Recuerdo a Ángel Fuentes, uno de tantos locos hermosos que he conocido, cuando pronunció por primera vez la palabra “ecléctica” en un taxi, allá por los años 80 (sí, el pleistoceno…) refiriéndose a mis gustos. No sabía lo que significaba y por supuesto disimulé, pero en cuanto llegué a casa consulté el diccionario y me vi definida en una sola palabra. Me gustaban elementos escogidos de todo tipo de músicas, estilos artísticos, filosofías, literaturas. Nunca me planteé que el jazz excluía la música clásica, o que si me gustaba el arte figurativo no podía enamorarme de un cuadro abstracto o simbolista. Bruce Springesteen compartía espacio entre mis discos con Keith Jarrett, Nat King Cole o Peter Gabriel, pasando por versiones exquisitas de Scarlatti o músicas etéreas de flauta japonesa. La “y”, siempre me ha abierto la mente a la diversidad en todos los ámbitos de la vida. La “o” es en mi opinión una conjunción llena de prejuicios. Pero el mundo tiende a definir en función de la conjunción disyuntiva en lugar de la copulativa. O conmigo o contra mí, en cualquier ámbito: religioso, musical, artístico, literario, político.
Yo me dediqué a la fotografía hasta el año 2016, pero también me interesaban el teatro, la cerámica, la música, la literatura, la escultura, la perfumería, la pintura, la talla de madera y un largo etcétera que llevo en la mochila por si me dan una segunda oportunidad. Así que, cuando me fue revelada la verdad que menciono en el primer párrafo, decidí probar otras vidas, otras rutas, otros sueños. No fue bien aceptado. A la gente no le gusta que le cambien el guion en mitad de la obra.
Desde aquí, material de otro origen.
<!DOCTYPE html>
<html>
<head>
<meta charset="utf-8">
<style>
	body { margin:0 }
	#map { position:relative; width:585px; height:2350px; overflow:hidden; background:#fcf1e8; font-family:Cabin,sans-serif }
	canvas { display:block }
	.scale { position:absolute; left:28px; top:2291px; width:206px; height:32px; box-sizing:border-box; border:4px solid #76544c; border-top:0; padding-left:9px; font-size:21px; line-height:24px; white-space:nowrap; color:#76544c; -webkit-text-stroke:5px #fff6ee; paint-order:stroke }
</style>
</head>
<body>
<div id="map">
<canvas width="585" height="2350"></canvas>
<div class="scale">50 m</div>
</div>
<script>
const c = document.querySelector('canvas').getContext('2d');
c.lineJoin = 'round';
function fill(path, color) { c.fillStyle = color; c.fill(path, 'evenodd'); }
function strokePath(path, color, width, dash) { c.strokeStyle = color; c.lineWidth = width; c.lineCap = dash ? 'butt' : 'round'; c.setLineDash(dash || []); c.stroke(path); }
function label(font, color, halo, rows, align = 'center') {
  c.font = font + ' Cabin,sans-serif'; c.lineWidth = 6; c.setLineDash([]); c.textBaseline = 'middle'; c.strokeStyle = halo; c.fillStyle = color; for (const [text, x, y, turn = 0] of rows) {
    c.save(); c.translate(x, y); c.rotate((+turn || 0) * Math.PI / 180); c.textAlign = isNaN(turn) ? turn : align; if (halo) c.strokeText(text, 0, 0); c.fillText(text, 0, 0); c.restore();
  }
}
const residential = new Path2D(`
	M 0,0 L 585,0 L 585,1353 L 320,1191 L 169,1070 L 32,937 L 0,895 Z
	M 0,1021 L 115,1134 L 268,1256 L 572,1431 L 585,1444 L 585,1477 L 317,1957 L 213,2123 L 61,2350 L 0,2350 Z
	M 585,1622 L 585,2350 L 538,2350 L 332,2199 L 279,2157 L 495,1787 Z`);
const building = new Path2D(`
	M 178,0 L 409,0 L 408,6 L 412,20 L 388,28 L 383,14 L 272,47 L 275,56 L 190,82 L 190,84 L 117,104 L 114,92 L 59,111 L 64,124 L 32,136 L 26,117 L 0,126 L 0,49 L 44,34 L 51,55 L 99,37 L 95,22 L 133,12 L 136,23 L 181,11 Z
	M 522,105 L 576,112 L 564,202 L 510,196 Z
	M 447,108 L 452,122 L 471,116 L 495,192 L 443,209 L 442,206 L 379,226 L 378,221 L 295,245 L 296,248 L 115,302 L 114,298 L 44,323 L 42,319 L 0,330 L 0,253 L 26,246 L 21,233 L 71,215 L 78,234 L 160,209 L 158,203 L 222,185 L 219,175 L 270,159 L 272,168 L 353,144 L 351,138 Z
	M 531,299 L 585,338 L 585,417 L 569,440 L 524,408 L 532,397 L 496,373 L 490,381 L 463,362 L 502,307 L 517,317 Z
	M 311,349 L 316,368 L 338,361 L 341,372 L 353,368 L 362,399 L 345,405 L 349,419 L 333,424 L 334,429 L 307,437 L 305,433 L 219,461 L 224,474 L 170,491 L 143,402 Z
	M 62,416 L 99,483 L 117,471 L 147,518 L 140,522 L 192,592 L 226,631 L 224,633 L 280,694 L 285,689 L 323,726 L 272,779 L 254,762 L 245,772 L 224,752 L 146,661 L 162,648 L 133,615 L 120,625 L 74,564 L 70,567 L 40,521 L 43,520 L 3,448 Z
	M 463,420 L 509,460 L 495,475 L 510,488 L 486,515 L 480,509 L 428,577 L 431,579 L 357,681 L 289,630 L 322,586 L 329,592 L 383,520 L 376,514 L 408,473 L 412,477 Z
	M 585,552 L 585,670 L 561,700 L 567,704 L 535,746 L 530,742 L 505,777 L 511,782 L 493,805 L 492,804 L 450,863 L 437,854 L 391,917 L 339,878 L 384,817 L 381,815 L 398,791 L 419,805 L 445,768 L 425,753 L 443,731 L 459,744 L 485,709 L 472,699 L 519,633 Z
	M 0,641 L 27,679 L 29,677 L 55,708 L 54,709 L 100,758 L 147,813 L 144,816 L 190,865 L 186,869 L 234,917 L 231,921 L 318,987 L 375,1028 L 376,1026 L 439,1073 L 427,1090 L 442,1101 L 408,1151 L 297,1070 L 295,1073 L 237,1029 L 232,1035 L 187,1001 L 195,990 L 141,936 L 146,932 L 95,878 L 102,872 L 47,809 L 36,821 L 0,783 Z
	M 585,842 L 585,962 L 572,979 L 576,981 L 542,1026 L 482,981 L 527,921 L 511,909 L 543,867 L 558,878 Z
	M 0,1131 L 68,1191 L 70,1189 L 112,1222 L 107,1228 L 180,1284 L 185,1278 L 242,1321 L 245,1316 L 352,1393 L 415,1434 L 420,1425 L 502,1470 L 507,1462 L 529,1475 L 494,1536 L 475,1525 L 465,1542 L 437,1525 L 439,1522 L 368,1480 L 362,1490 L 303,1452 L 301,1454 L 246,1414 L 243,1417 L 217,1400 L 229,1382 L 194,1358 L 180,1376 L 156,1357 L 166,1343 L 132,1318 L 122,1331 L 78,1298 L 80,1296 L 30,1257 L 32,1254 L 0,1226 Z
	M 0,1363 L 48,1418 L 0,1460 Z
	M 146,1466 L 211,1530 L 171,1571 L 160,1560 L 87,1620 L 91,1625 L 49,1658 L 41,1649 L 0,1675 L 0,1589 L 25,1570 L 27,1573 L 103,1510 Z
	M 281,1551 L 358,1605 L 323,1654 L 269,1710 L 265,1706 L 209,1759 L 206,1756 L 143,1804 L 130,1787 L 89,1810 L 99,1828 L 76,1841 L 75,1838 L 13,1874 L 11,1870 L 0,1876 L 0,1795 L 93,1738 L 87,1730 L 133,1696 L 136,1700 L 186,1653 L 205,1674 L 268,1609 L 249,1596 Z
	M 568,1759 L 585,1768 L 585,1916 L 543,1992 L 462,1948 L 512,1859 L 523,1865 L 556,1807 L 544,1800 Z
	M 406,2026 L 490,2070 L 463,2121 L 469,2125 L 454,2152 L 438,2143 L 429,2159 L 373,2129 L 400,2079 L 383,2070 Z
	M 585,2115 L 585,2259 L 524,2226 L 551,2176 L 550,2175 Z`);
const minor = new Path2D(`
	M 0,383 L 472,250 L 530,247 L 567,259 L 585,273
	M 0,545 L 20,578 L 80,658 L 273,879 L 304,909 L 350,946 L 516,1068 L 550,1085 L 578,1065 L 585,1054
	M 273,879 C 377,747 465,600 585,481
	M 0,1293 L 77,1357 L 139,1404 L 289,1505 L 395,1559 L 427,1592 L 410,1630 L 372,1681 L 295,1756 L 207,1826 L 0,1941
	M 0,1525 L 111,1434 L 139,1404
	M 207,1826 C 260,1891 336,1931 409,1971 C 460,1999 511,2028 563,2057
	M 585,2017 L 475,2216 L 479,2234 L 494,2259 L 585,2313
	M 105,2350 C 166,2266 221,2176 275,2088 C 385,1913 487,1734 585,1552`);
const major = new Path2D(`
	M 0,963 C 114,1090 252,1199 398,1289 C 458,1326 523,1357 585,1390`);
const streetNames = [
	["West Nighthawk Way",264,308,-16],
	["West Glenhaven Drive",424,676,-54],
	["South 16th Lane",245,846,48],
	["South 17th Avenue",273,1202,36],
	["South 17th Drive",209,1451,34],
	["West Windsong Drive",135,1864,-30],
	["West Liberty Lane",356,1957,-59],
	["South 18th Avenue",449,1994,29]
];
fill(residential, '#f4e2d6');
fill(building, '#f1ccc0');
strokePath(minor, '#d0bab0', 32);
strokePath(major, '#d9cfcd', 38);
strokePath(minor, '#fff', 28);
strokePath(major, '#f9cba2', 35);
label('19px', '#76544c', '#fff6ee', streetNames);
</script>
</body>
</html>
Pero para mi suerte o desgracia, soy adicta al cambio como otros al café. Excepto de marido, me gusta cambiar de vez en cuando todo lo demás. El camino no hollado es mucho más fascinante solo por eso. En el plano profesional implica empezar de cero, renunciar a la “reputación” que uno ha conseguido en una actividad determinada; no es fácil, el ego sufre una caída en picado. Pero aprender me hace sentirme joven, qué le voy a hacer, me funciona mejor que una inyección de colágeno. Para mí no hay satisfacción como la de empezar a trabajar en la construcción de un nuevo proyecto y verlo crecer, ladrillo a ladrillo hasta convertirlo en una chabola o en un palacio, todo depende.
Lo que tengo claro es que el día que deje de aprender, ingresaré voluntariamente en la residencia menos miserable que encuentre.
A día de hoy, me ha dado por cantar. Me hace feliz, me quita los sofocos, me abre nuevos mundos, me aligera el alma. Por supuesto no falta quien me recomienda, con condescendiente benevolencia que deje de cantar porque es «Un poco tarde…».
Cabezota que es una, le contesto: «¿Y si la dicha es buena?»